(EXTRACTED RECORDS Opens)
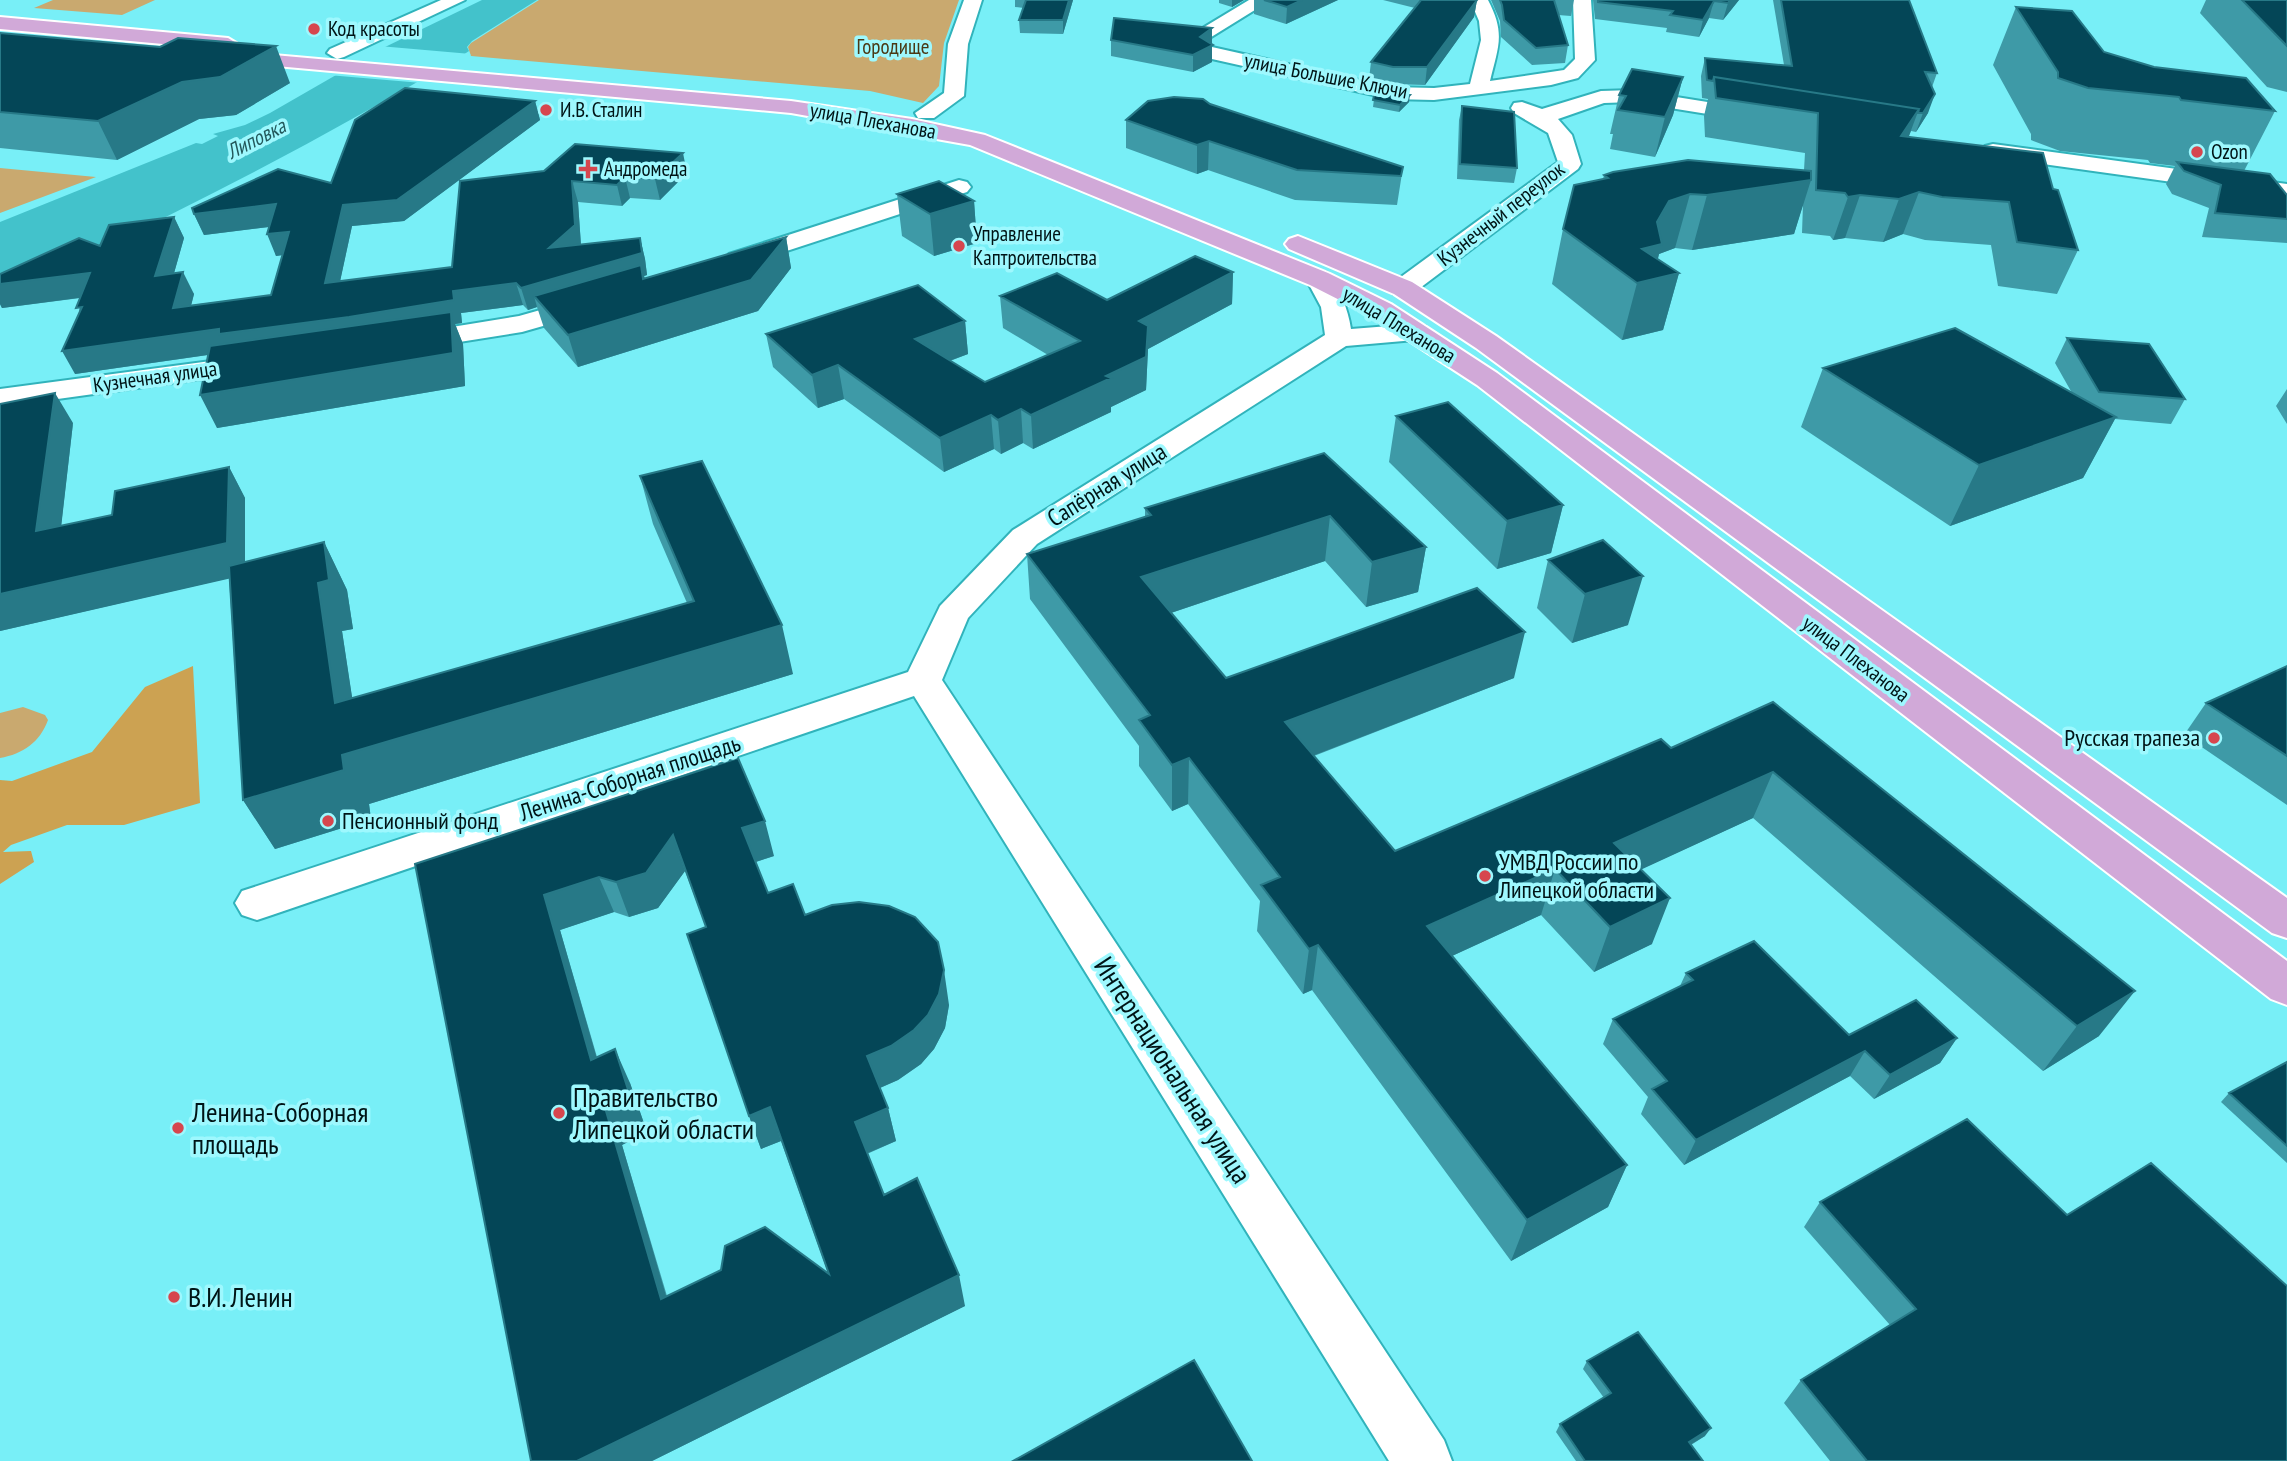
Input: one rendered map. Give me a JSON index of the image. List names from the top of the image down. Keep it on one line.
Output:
{"streets":{"main road":["улица Плеханова"],"street":["улица Большие Ключи","Кузнечный переулок","Кузнечная улица","Сапёрная улица","Ленина-Соборная площадь","Интернациональная улица"]},"crossings":[["улица Большие Ключи","Кузнечный переулок"],["улица Плеханова","Кузнечный переулок"],["улица Плеханова","Сапёрная улица"],["Сапёрная улица","Ленина-Соборная площадь"],["Сапёрная улица","Интернациональная улица"],["Ленина-Соборная площадь","Интернациональная улица"]],"water":["Липовка"],"parks":["Городище"],"places":{"other":["Код красоты","И.В. Сталин","Ozon","Управление Каптроительства","Русская трапеза","Пенсионный фонд","УМВД России по Липецкой области","Правительство Липецкой области","Ленина-Соборная площадь","В.И. Ленин"],"health":["Андромеда"]}}
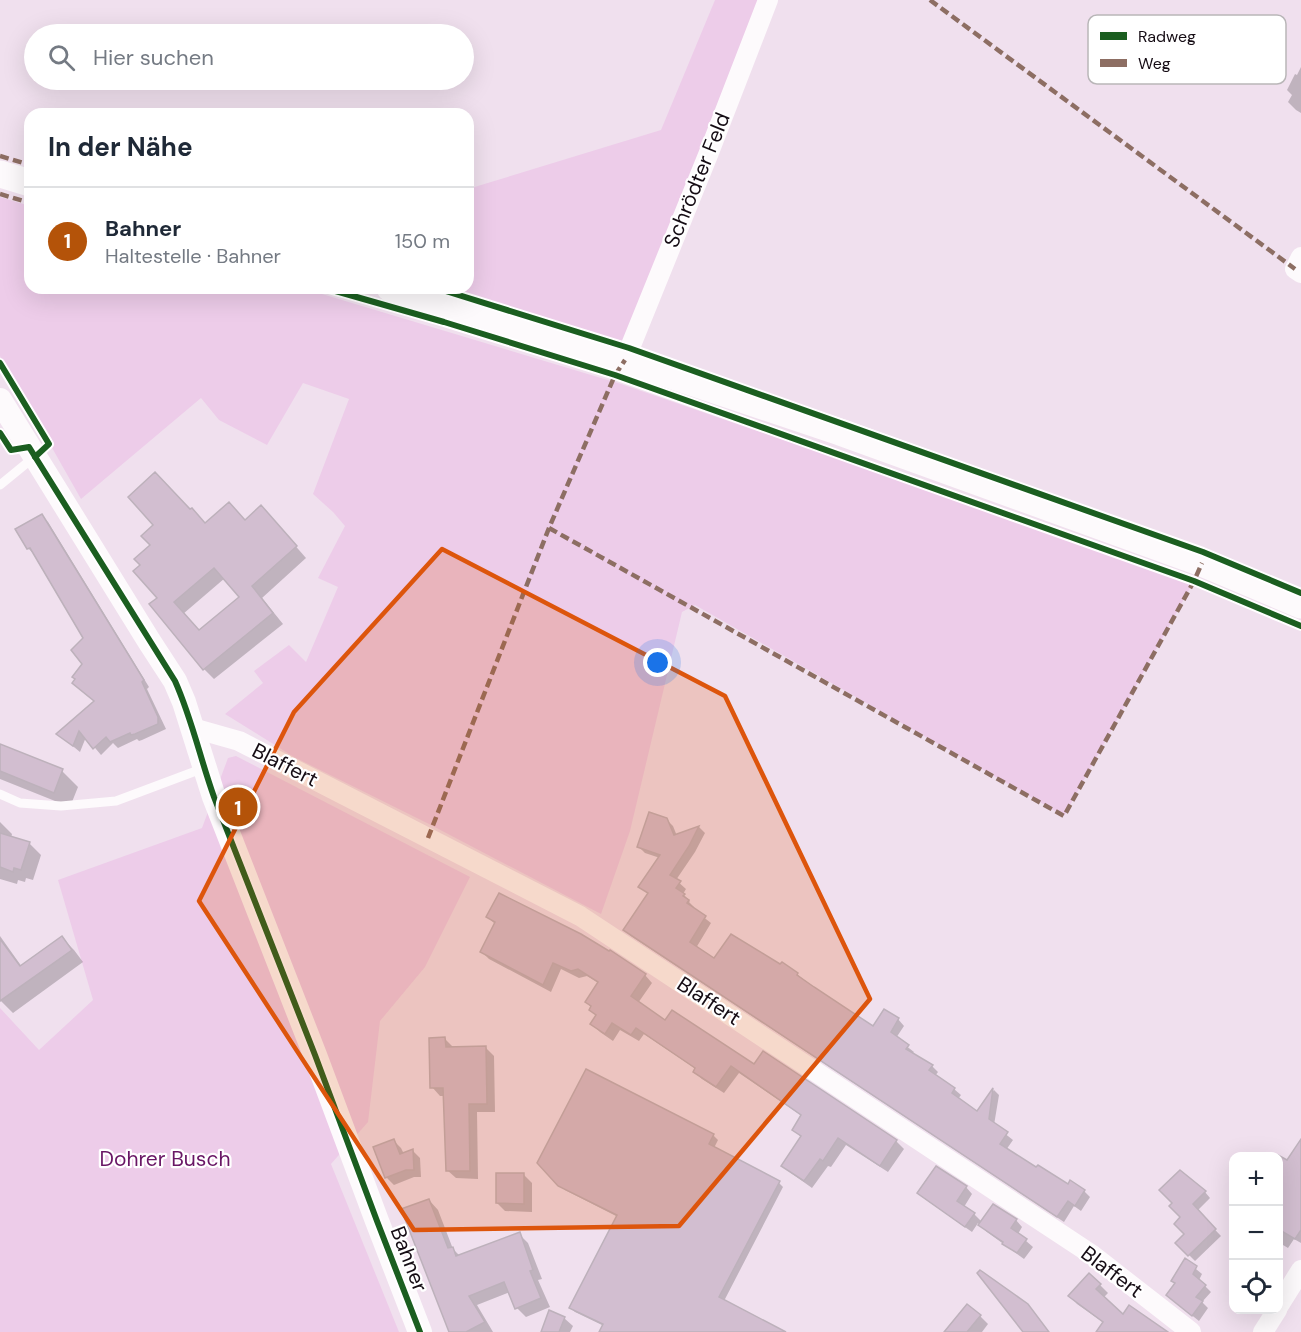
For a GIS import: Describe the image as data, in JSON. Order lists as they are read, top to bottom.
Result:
{
  "streets": {
    "street": ["Schrödter Feld", "Blaffert", "Bahner"]
  },
  "crossings": [
    ["Blaffert", "Bahner"]
  ],
  "parks": ["Dohrer Busch"],
  "legend": ["Radweg", "Weg"],
  "page": {
    "search": "Hier suchen",
    "heading": "In der Nähe",
    "list": [
      {
        "mark": "1",
        "name": "Bahner",
        "note": "Haltestelle · Bahner",
        "value": "150 m"
      }
    ],
    "pins": "1",
    "map_buttons": ["+", "−"]
  }
}
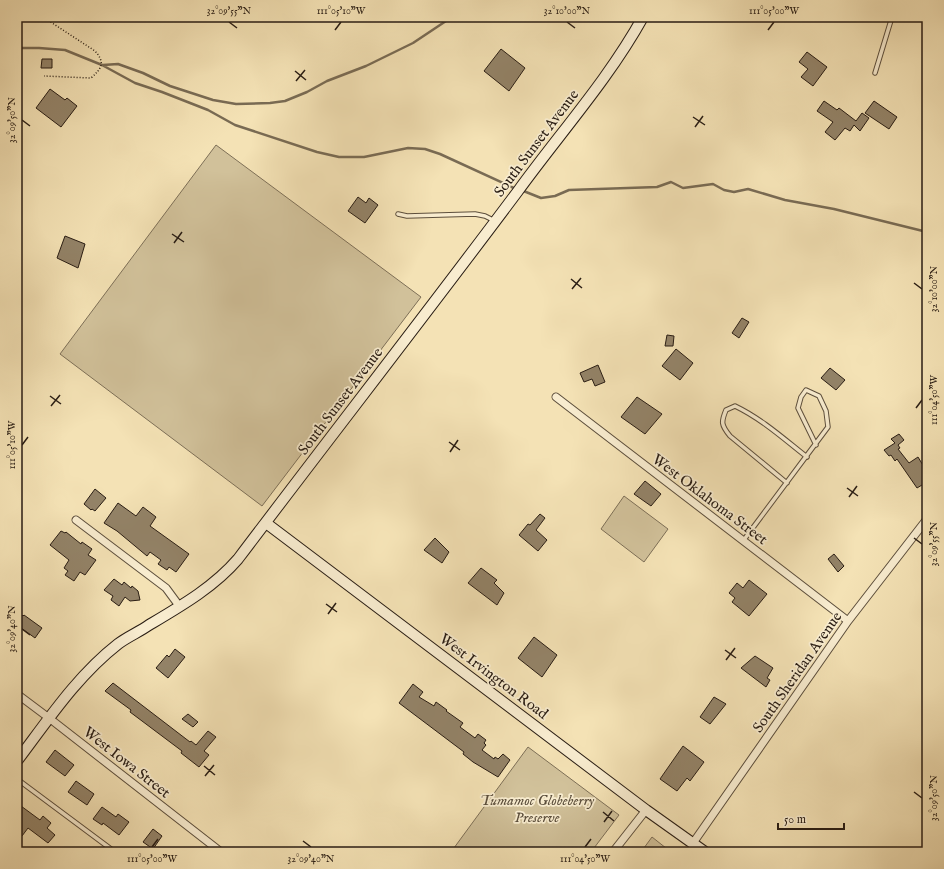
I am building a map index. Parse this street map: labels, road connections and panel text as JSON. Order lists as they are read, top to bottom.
{
  "streets": {
    "street": [
      "South Sunset Avenue",
      "West Oklahoma Street",
      "South Sheridan Avenue",
      "West Irvington Road",
      "West Iowa Street"
    ]
  },
  "crossings": [
    ["South Sunset Avenue", "West Irvington Road"],
    ["South Sunset Avenue", "West Iowa Street"],
    ["West Oklahoma Street", "South Sheridan Avenue"],
    ["South Sheridan Avenue", "West Irvington Road"]
  ],
  "parks": ["Tumamoc Globeberry Preserve"],
  "scale_bar": "50 m",
  "coordinates": [
    "32°09'55\"N",
    "111°05'10\"W",
    "32°10'00\"N",
    "111°05'00\"W",
    "32°09'50\"N",
    "111°04'50\"W",
    "32°09'40\"N"
  ]
}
(EXTRACTED RECORDS Closes)
» **WHAT IS REQUIRED**
Copy out the records exactly. Do not include the pictures.

» **ANSWER FOR THE TASK**
Input: one rendered map. Give me a JSON index of the image. List names from the top of the image down. Keep it on one line.
Output:
{"streets":{"main road":["улица Плеханова"],"street":["улица Большие Ключи","Кузнечный переулок","Кузнечная улица","Сапёрная улица","Ленина-Соборная площадь","Интернациональная улица"]},"crossings":[["улица Большие Ключи","Кузнечный переулок"],["улица Плеханова","Кузнечный переулок"],["улица Плеханова","Сапёрная улица"],["Сапёрная улица","Ленина-Соборная площадь"],["Сапёрная улица","Интернациональная улица"],["Ленина-Соборная площадь","Интернациональная улица"]],"water":["Липовка"],"parks":["Городище"],"places":{"other":["Код красоты","И.В. Сталин","Ozon","Управление Каптроительства","Русская трапеза","Пенсионный фонд","УМВД России по Липецкой области","Правительство Липецкой области","Ленина-Соборная площадь","В.И. Ленин"],"health":["Андромеда"]}}
For a GIS import: Describe the image as data, in JSON. Order lists as they are read, top to bottom.
Result:
{
  "streets": {
    "street": ["Schrödter Feld", "Blaffert", "Bahner"]
  },
  "crossings": [
    ["Blaffert", "Bahner"]
  ],
  "parks": ["Dohrer Busch"],
  "legend": ["Radweg", "Weg"],
  "page": {
    "search": "Hier suchen",
    "heading": "In der Nähe",
    "list": [
      {
        "mark": "1",
        "name": "Bahner",
        "note": "Haltestelle · Bahner",
        "value": "150 m"
      }
    ],
    "pins": "1",
    "map_buttons": ["+", "−"]
  }
}
I am building a map index. Parse this street map: labels, road connections and panel text as JSON. Order lists as they are read, top to bottom.
{
  "streets": {
    "street": [
      "South Sunset Avenue",
      "West Oklahoma Street",
      "South Sheridan Avenue",
      "West Irvington Road",
      "West Iowa Street"
    ]
  },
  "crossings": [
    ["South Sunset Avenue", "West Irvington Road"],
    ["South Sunset Avenue", "West Iowa Street"],
    ["West Oklahoma Street", "South Sheridan Avenue"],
    ["South Sheridan Avenue", "West Irvington Road"]
  ],
  "parks": ["Tumamoc Globeberry Preserve"],
  "scale_bar": "50 m",
  "coordinates": [
    "32°09'55\"N",
    "111°05'10\"W",
    "32°10'00\"N",
    "111°05'00\"W",
    "32°09'50\"N",
    "111°04'50\"W",
    "32°09'40\"N"
  ]
}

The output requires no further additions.